For lung cancer patients harboring secondary alterations in EGFR, more effectively EGFR TKI is needed. Second-generation irreversible EGFR TKI have shown to be more active targeting T790M or EGFR exon 20 insertion mutation than gefitinib or erlotinib (44-46). Additionally, the Spanish Lung Cancer Group is conducting a phase Ib/IIb Study to evaluate the role of gefitinib in combination with olaparib in NSCLC patients with EGFR mutation to overcome primary resistance in those patients with high BRCA1 levels (NCT01513174). For lung cancer patients harboring other genetic alterations with EGFR mutation the use of polytherapy could overcome primary resistance. For example, a phase II trial of erlotinib and AT-101 (BCL-2 pan inhibitor) in NSCLC patients with EGFR mutations has been performed, although no results have been presented, yet (NCT00988169).

Additionally, a combination of an EGFR TKI with PI3K-AKT, IGFR, NFκB or BIM inhibitors could also play a role in those alterations co-occur causing EGFR TKI resistance.


Acquired resistance to EGFR TKI

Several mechanisms of acquired resistance to EGFR TKI in EGFR mutant NSCLC patients have been reported, which could be grouped in four main categories: first, the presence of secondary mutations in EGFR; second, the presence by-pass tracks activation; third a phenotypic transformation; and fourth, additional genetic alternations that occur together with EGFR mutation. Up to 30% of cases are still unexplained.

Second-site mutations in EGFR

Approximately 50-60% of cases with acquired resistance to EGFR TKI therapy have a second-site mutation T790M (“gatekeeper mutation”) in the kinase domain of EGFR that coexists with the EGFR activating mutation (21,47). Conversely to primary T790M mutation, acquired resistance by T790M mutation identifies a subset of EGFR-mutant lung cancers with indolent growth in preclinical (48) and clinical set (49).

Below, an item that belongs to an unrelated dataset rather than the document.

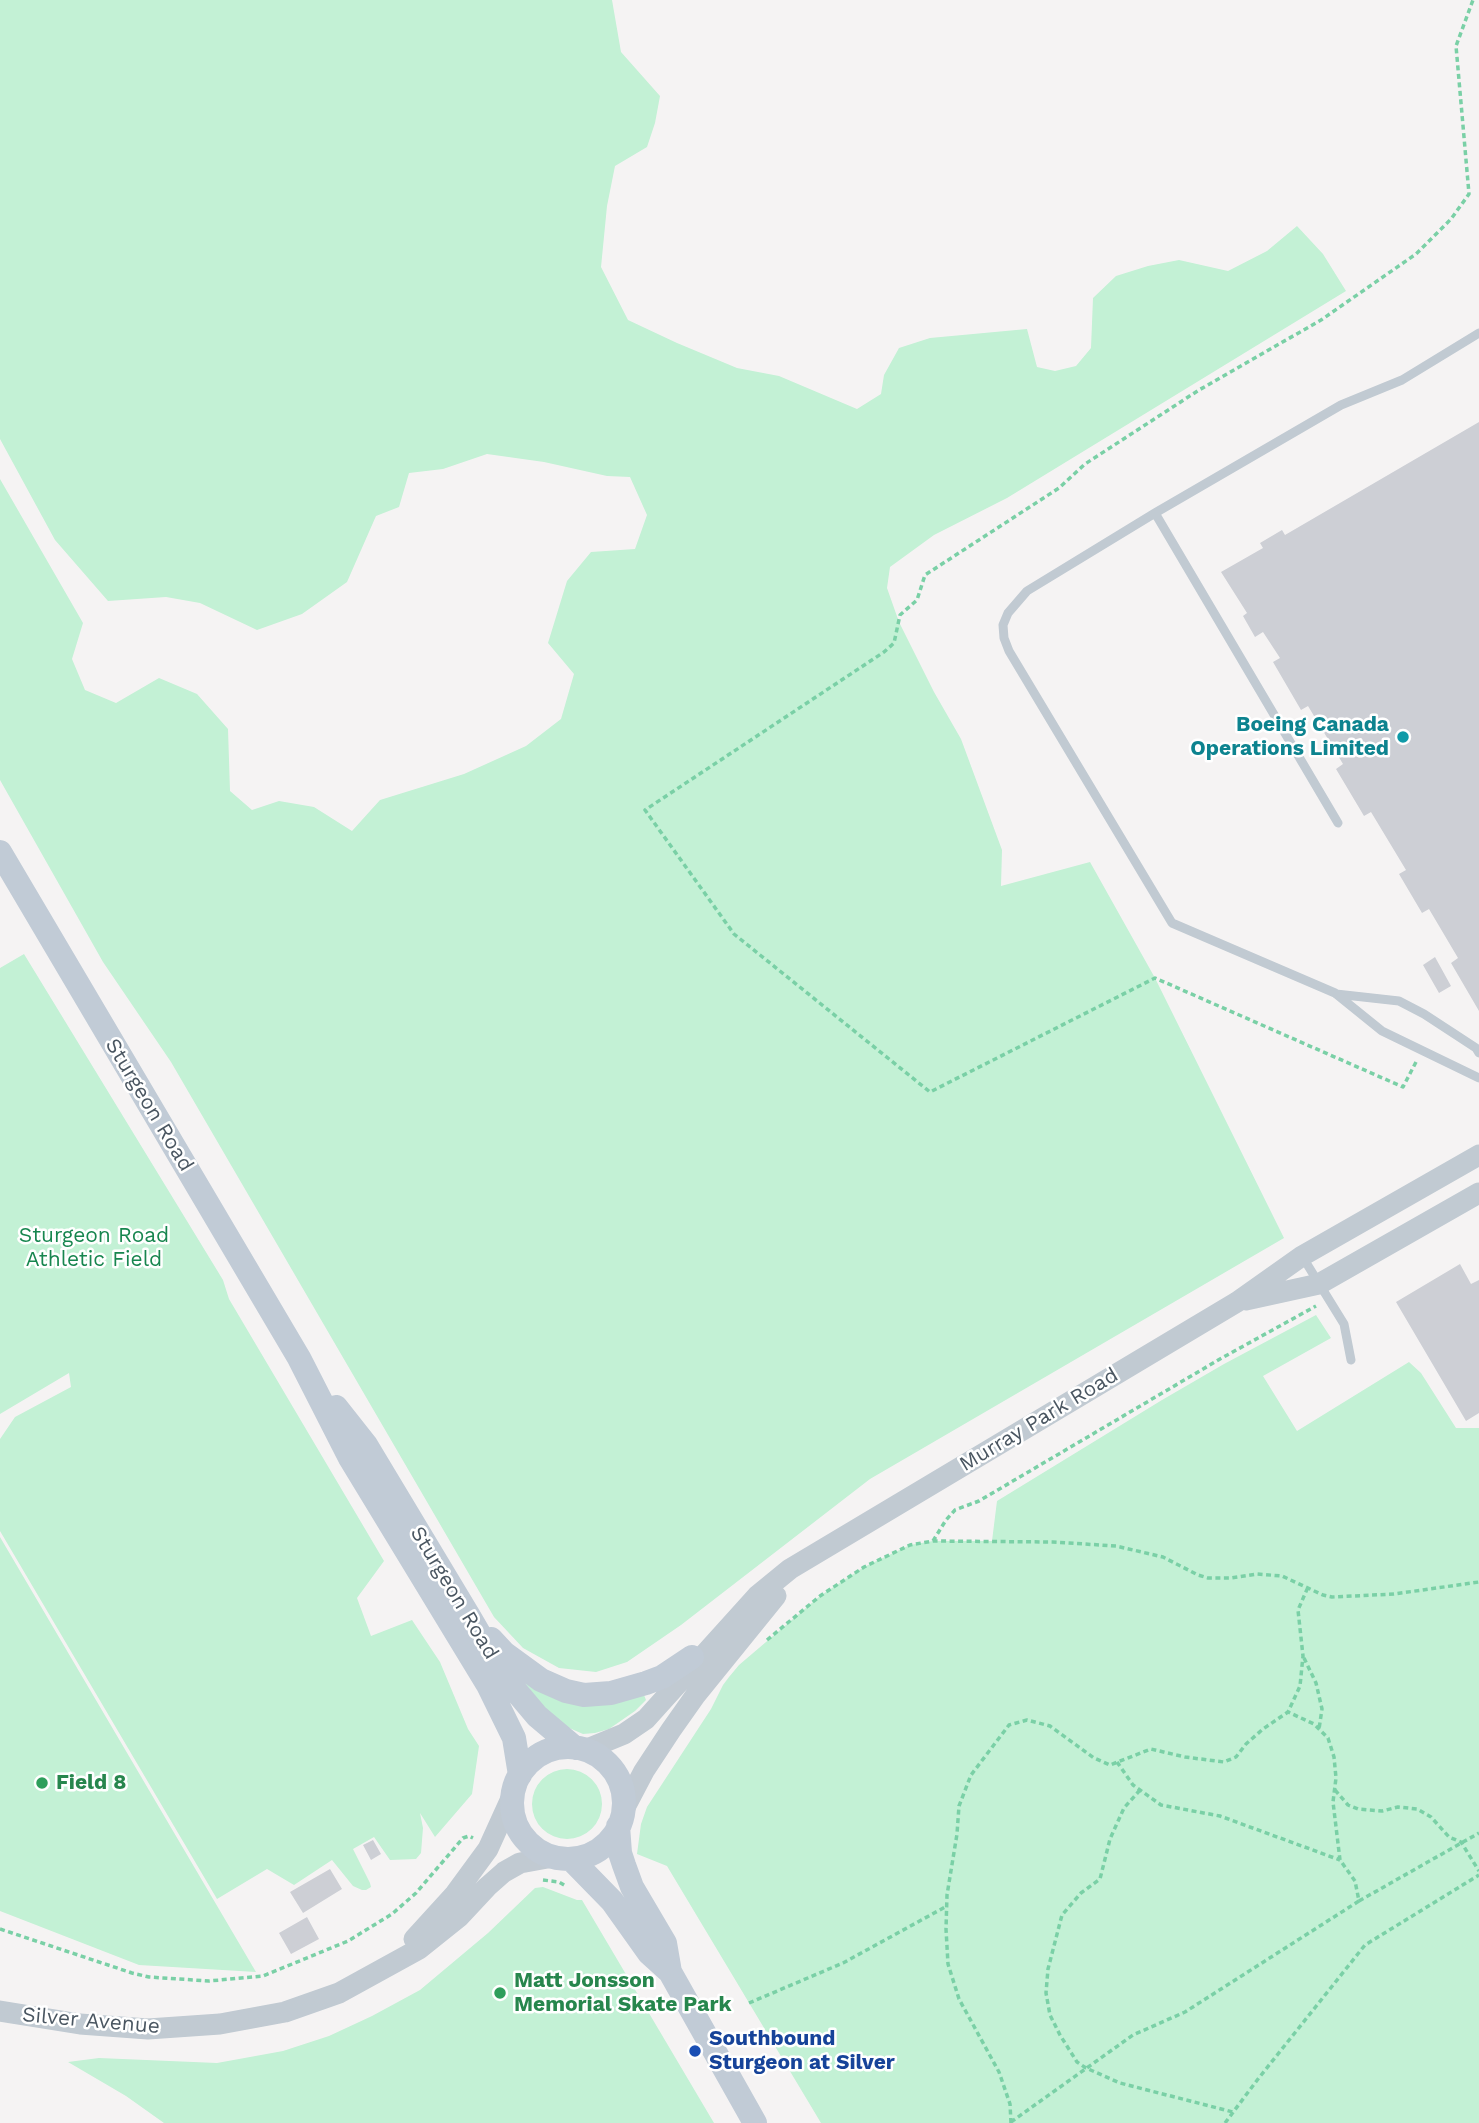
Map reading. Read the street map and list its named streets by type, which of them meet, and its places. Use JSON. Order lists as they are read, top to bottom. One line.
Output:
{"streets":{"main road":["Sturgeon Road"],"street":["Murray Park Road","Silver Avenue"]},"crossings":[["Sturgeon Road","Murray Park Road"],["Sturgeon Road","Silver Avenue"],["Murray Park Road","Silver Avenue"]],"parks":["Sturgeon Road Athletic Field"],"places":["Boeing Canada Operations Limited","Field 8","Matt Jonsson Memorial Skate Park","Southbound Sturgeon at Silver"]}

The subclonal populations of EGFR mutant tumor cells with and without the EGFR T790M can coexist in an EGFR mutant NSCLC with acquired resistance to EGFR TKI. This heterogeneity would explain both the “flare” phenomenon (rapid tumor regrowth upon withdrawal of an EGFR TKI) observed upon discontinuation of an EGFR TKI and also the finding that EGFR mutant NSCLC patients may respond to subsequent EGFR TKI treatment after initial discontinuation of therapy (50-53).

In addition to EGFR T790M mutation, there are other mutations that have been associated with acquired EGFR TKI resistance: T854A in exon 21 (54), L747S (55), and D761Y (28), both in exon 19. However, the frequency of all such mutation appears to be very low in comparison with the T790M mutation.

By-pass tracks activation

Other mechanism of acquired resistance to EGFR TKI is the activation of parallel pathways in which the key downstream targets of EGFR are activated independently of EGFR. These mechanisms include MET amplification and HGF overexpression. Amplification of the receptor tyrosine kinase MET leads EGFR inhibitor resistance by causing phosphorylation of ERBB3, which in turn sustains the activation of the PI3K/Akt signal downstream, providing a bypass signalling even in the presence of EGFR inhibitor. MET amplification was detected in 22% of lung cancer specimens that developed acquired resistance to EGFR TKI and inhibition of both EGFR and MET was required to kill the resistant cells, suggesting a persistent oncogenic addiction to EGFR pathway beyond to acquired resistance to EGFR TKI (56-58). In the clinic, MET amplification was reported in 4% of patients. The prevalence of MET-dependent resistance may depend upon the assay used (59).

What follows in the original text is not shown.